An education in occupation

Until the 1990s, Iraq had perhaps the best university system in the Middle East. Saddam Hussein's regime used oil revenues to underwrite free tuition for Iraqi university students -- churning out doctors, scientists, and engineers who joined the country's burgeoning middle class and anchored development. Although political dissent was strictly off-limits, Iraqi universities were professional, secular institutions that were open to the West, and spaces where male and female, Sunni and Shia mingled. Also the schools pushed hard to educate women, who constituted 30 percent of Iraqi university faculties by 1991. [...]

[...] As the international sanctions regime cut off journal subscriptions and equipment purchases, academic salaries fell precipitously, and 10,000 Iraqi professors left the country. [...]

In 2003, after the invasion, many Iraqi professors hoped that their university system would be revitalized under US occupation. They expected funding to buy new books, to replace equipment, and to repair the damage inflicted by the sanctions. And they hoped for new tolerance for open debate and inquiry.

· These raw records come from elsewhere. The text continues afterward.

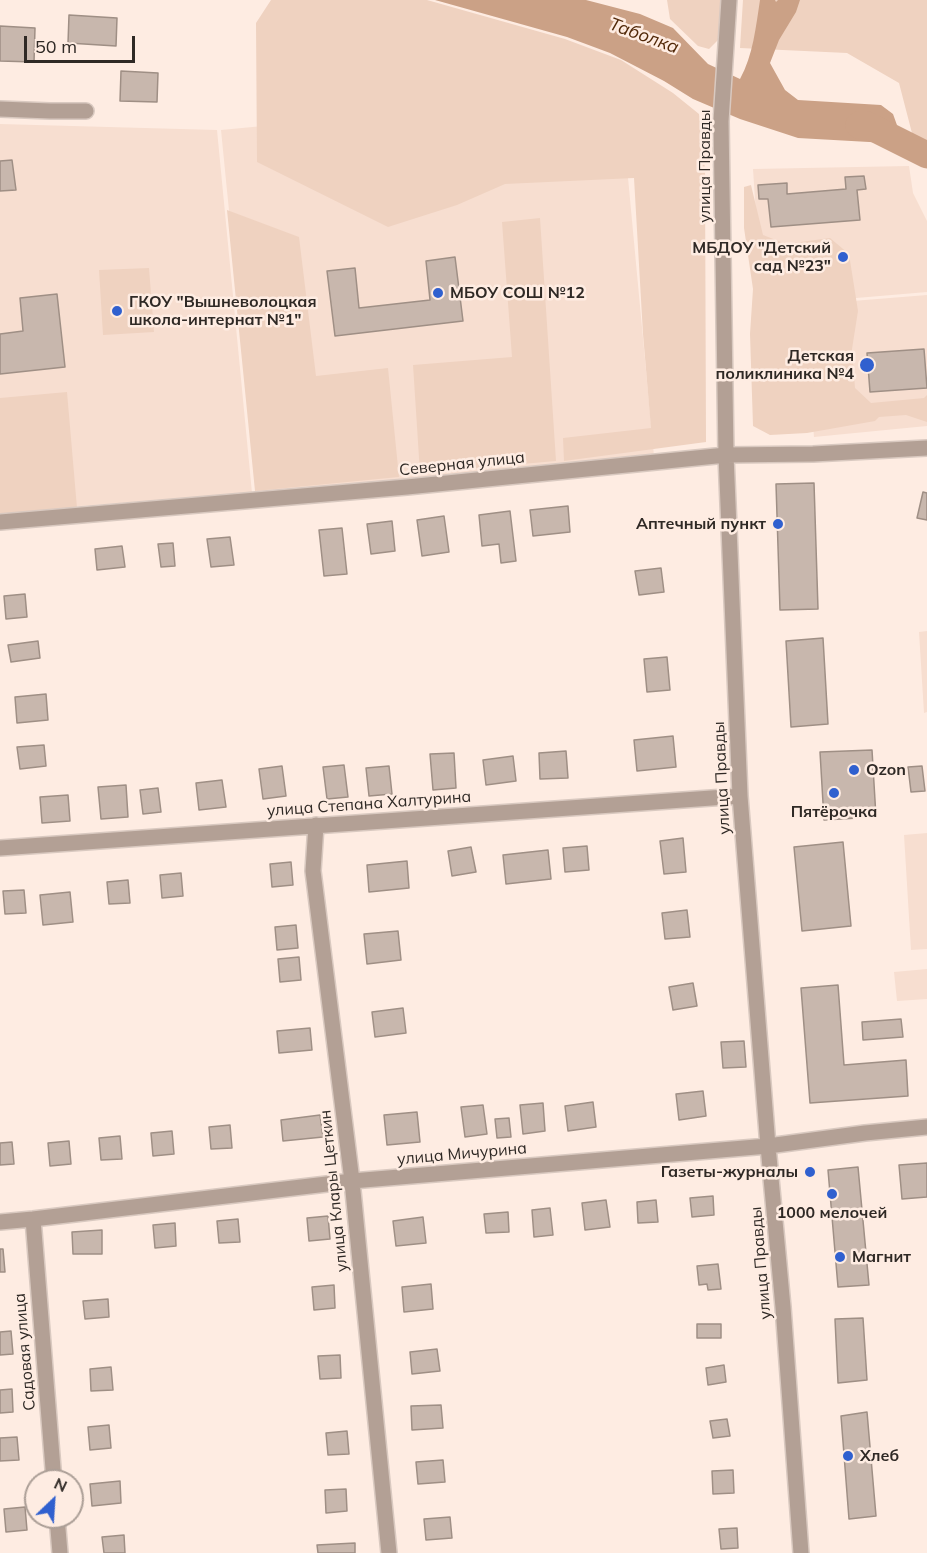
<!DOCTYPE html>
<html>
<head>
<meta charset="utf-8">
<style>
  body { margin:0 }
  #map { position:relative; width:927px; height:1553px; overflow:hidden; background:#feece2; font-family:Mulish,sans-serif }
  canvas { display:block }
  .north { position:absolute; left:24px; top:1469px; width:60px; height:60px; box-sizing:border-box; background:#feece2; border:2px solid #ab9e96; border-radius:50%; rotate:25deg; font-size:16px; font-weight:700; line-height:24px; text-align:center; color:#2f2925 }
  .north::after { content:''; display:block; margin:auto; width:21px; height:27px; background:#3060cf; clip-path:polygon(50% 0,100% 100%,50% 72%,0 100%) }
  .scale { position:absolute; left:24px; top:36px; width:111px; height:27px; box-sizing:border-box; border:3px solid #2f2925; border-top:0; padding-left:8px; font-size:18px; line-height:21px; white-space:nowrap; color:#2f2925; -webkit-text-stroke:4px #feece2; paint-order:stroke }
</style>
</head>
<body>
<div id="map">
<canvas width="927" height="1553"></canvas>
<div class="north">N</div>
<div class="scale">50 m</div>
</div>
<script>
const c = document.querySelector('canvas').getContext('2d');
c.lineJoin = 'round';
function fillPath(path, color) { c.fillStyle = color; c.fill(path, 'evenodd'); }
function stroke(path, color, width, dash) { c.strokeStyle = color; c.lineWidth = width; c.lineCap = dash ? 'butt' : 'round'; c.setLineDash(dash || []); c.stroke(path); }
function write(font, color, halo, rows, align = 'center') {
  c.font = font + ' Mulish,sans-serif'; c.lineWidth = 5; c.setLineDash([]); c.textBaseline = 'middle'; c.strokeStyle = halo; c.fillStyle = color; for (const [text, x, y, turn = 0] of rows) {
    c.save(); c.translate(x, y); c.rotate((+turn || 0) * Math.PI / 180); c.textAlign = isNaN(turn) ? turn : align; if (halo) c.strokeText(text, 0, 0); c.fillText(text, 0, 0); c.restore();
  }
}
fillPath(new Path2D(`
  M620,92l34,364 -397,37 -36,-363z
  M0,124l217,6 35,363 -252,19z
  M909,166l4,27 14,28v71l-165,14 -9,-137z
  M927,295v131l-113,11 -11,-132z
  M927,631v81l-3,1 -5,-81z
  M927,833v116l-16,1 -7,-115z
  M927,969v30l-30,2 -3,-29z`), '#f7ded0');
fillPath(new Path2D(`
  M271,0h156l138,39 56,21 52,33 26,21 6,55 1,273 -142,19 -1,-23 88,-10 -8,-94 -9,-156 -129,6 -48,21 -69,22 -131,-65 -1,-139z
  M667,0h54l-3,40 -9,9 -11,-3 -28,-27z
  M743,0h184v143l-14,-6 -14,-54 -52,-30 -107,-5z
  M751,185l12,50 23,9 44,-6 19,16 9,57 -6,38 3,39 16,15 53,-5 3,-3v27l-21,-7 -27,2 -4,4 -68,12 -37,2 -17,-9 -3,-92 3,-45 -9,-61v-41z
  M227,210l72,27 17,139 72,-8 11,109 -144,14z
  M540,218l16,243 -136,12 -7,-108 99,-8 -10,-135z
  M149,268l5,64 -51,3 -4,-65z
  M67,392l10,116 -77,6v-116z`), '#efd2c0');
fillPath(new Path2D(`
  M435,0h151l54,14 33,14 35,36 32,15c13,-23 16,-53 20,-79h15l1,2 2,-2h22l-4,12 -17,28 -9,23 15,27 13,10 83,5 12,9 5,14 -11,15 -89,-5 -58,-19 -47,-20 -29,-18 -54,-28 -43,-16z`), '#cba186');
stroke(new Path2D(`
  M859,125h8l60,30`), '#cba186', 27);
const building = new Path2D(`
  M69,15l48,3 -1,28 -48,-3z
  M0,26l35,2 -1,34 -34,-1z
  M121,71l37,2 -1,29 -37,-1z
  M12,160l4,30 -16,1v-30z
  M864,176l2,13 -9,1 3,30 -89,7 -3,-28h-9l-1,-14 29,-2v11l59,-5 -1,-12z
  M455,257l8,64 -128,15 -8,-65 28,-3 4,40 71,-8 -4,-39z
  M57,294l8,73 -65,7v-40l23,-3 -3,-33z
  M924,349l3,39 -57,4 -3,-39z
  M814,483l4,126 -38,1 -4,-126z
  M923,492l4,1v27l-10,-2z
  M568,506l2,26 -37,4 -3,-26z
  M510,511l6,50 -15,2 -2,-19 -17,2 -3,-31z
  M444,516l5,36 -27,4 -5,-36z
  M392,521l3,30 -24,3 -4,-30z
  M342,528l5,46 -23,2 -5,-46z
  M230,537l4,28 -23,2 -4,-28z
  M173,543l2,23 -14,1 -3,-23z
  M122,546l3,21 -28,3 -2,-21z
  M661,568l3,24 -25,3 -4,-24z
  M25,594l2,23 -21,2 -2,-23z
  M823,638l5,86 -37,3 -5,-86z
  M38,641l2,17 -29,4 -3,-17z
  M667,657l3,33 -23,2 -3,-33z
  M46,694l2,26 -31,3 -2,-26z
  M673,736l3,31 -39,4 -3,-31z
  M44,745l2,21 -26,3 -3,-22z
  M872,750l4,67 -52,3 -4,-68z
  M566,751l2,27 -28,1 -1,-26z
  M454,753l2,35 -23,2 -3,-36z
  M513,756l3,25 -30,4 -3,-25z
  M344,765l4,32 -21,2 -4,-32z
  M282,766l4,30 -23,3 -4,-30z
  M389,766l3,28 -23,2 -3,-28z
  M922,766l3,25 -14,1 -3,-25z
  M222,780l4,27 -27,3 -3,-27z
  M126,785l2,32 -27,2 -3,-32z
  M158,788l3,24 -18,2 -3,-24z
  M68,795l2,26 -28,2 -2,-26z
  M683,838l3,34 -22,2 -4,-33z
  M843,842l8,84 -49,5 -8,-84z
  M587,846l2,24 -24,2 -2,-24z
  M471,847l5,25 -24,4 -4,-25z
  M548,850l3,29 -45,5 -3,-29z
  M407,861l2,27 -40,4 -2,-27z
  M291,862l2,23 -21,2 -2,-23z
  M181,873l2,23 -21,2 -2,-23z
  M128,880l2,23 -21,1 -2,-22z
  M24,890l2,23 -21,1 -2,-23z
  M70,892l3,30 -30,3 -3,-30z
  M687,910l3,27 -25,2 -3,-26z
  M296,925l2,23 -21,2 -2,-23z
  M398,931l3,29 -34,4 -3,-30z
  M299,957l2,23 -21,2 -2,-23z
  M693,983l4,23 -24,4 -4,-23z
  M838,985l6,80 62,-5 2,36 -98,7 -9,-115z
  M403,1008l3,25 -31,4 -3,-25z
  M901,1019l2,18 -40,3 -1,-18z
  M310,1028l2,22 -33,3 -2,-22z
  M744,1041l2,26 -23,1 -2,-26z
  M703,1091l3,25 -27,4 -3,-26z
  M593,1102l3,25 -28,4 -3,-25z
  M543,1103l2,28 -22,3 -3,-29z
  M483,1105l4,29 -22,3 -4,-30z
  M417,1112l3,30 -33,3 -3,-30z
  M320,1115l3,22 -40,4 -2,-21z
  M509,1118l2,19 -14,1 -2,-19z
  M230,1125l2,23 -21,1 -2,-22z
  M172,1131l2,23 -21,2 -2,-23z
  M120,1136l2,23 -21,1 -2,-22z
  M69,1141l2,23 -21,2 -2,-23z
  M12,1142l2,22 -14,1v-22z
  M927,1163v34l-25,2 -3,-34z
  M858,1167l11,118 -31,2 -10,-117z
  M713,1196l1,19 -22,2 -2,-19z
  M606,1200l4,27 -25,3 -3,-27z
  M656,1200l2,22 -20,1 -1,-21z
  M550,1208l3,27 -19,2 -2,-27z
  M508,1212l1,20 -23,1 -2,-19z
  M328,1216l2,23 -21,2 -2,-23z
  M423,1217l3,26 -30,3 -3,-25z
  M238,1219l2,23 -21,1 -2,-22z
  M175,1223l1,23 -21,2 -2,-23z
  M102,1230v24h-29l-1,-22z
  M0,1249h3l2,23h-5z
  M718,1264l3,25 -13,1 -1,-6 -8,1 -2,-19z
  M431,1284l2,25 -29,3 -2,-25z
  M334,1285l1,23 -21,2 -2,-23z
  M108,1299l1,18 -24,2 -2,-18z
  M863,1318l4,62 -29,3 -3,-64z
  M697,1324h24v14h-24z
  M11,1331l2,23 -13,1v-23z
  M437,1349l3,22 -28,3 -2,-22z
  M340,1355l1,23 -21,1 -2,-23z
  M724,1365l2,17 -18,3 -2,-17z
  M111,1367l2,23 -22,1 -1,-22z
  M12,1389l1,23 -13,1v-23z
  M441,1405l2,23 -31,2 -1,-24z
  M867,1412l9,104 -27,3 -8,-103z
  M727,1419l3,17 -17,2 -3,-17z
  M109,1425l2,23 -21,2 -2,-23z
  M347,1431l2,23 -21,1 -2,-22z
  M17,1437l2,23 -19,1v-23z
  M443,1460l2,22 -27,2 -2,-22z
  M733,1470l1,23 -21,1 -1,-23z
  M120,1481l1,22 -29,3 -2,-22z
  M346,1489l1,22 -21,2 -1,-23z
  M25,1507l2,23 -21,2 -2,-23z
  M450,1517l2,21 -26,2 -2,-21z
  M737,1528l1,20 -17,1 -2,-20z
  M124,1535l1,18h-21l-2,-16z
  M355,1543v10h-37l-1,-8z`);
fillPath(building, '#c8b7ad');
stroke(building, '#9f8f85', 1.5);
const minor = new Path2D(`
  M729,0l-8,121 5,334 14,341 28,350 15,161 18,246
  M0,109l50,2h36
  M0,522l407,-35 319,-32 87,-1 114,-6
  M316,825l-3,46 39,310 37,372
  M0,848l740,-52
  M33,1219l21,262
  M0,1222l33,-3 319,-38 416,-35 97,-13 62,-6
  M57,1517l3,36`);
stroke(minor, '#d9c9c0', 18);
stroke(minor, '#b3a095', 15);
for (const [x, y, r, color] of [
  [843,257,6,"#3060cf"],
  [438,293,6,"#3060cf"],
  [117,311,6,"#3060cf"],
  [867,365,8,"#3060cf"],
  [778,524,6,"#3060cf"],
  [854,770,6,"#3060cf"],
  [834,793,6,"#3060cf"],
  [810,1172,6,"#3060cf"],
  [832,1194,6,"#3060cf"],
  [840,1257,6,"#3060cf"],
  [848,1456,6,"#3060cf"]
]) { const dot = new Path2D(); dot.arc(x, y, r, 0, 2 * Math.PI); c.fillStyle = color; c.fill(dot); stroke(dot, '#feece2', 2); }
write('16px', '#2f2925', '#feece2', [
  ["улица Правды",705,166,-90],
  ["Северная улица",462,464,-6],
  ["улица Правды",722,778,-93],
  ["улица Степана Халтурина",369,804,-4],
  ["улица Мичурина",462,1154,-5],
  ["улица Клары Цеткин",334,1191,-96],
  ["улица Правды",761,1263,-95],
  ["Садовая улица",25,1352,-95]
]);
write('bold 16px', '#2f2925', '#feece2', [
  ["МБДОУ \"Детский",831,248,"right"],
  ["сад №23\"",831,266,"right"],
  ["МБОУ СОШ №12",450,293],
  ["ГКОУ \"Вышневолоцкая",129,302],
  ["школа-интернат №1\"",129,320],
  ["Детская",854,356,"right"],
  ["поликлиника №4",854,374,"right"],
  ["Аптечный пункт",766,524,"right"],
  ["Ozon",866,770],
  ["Пятёрочка",834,812,"center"],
  ["Газеты-журналы",798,1172,"right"],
  ["1000 мелочей",832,1213,"center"],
  ["Магнит",852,1257],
  ["Хлеб",860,1456]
], 'left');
write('italic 18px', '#512808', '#feece2', [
  ["Таболка",644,36,20]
]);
</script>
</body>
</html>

In fact, the opposite happened.
Out of $90 billion appropriated for reconstruction and counterinsurgency in Iraq for 2004, less than one one-hundredth of one percent was earmarked for reconstruction of the universities.

1 comment:

Anonymous said...

Well, ask any middle eastern about why the whole region is in trouble, they rightly tell you that the US, Israel and the west, do not want a peaceful, successful democratic middle east. If any booming happens in any of these countries, couple of year later, there will be political unrest leading to foreign intervention (human rights(TM), ethnic right(TM) and so on). The foreign intervention either ends up in selecting a puppet government or if it does not work, it ends to another US invasion to bring peace(TM) and democracy(TM) to the invaded country.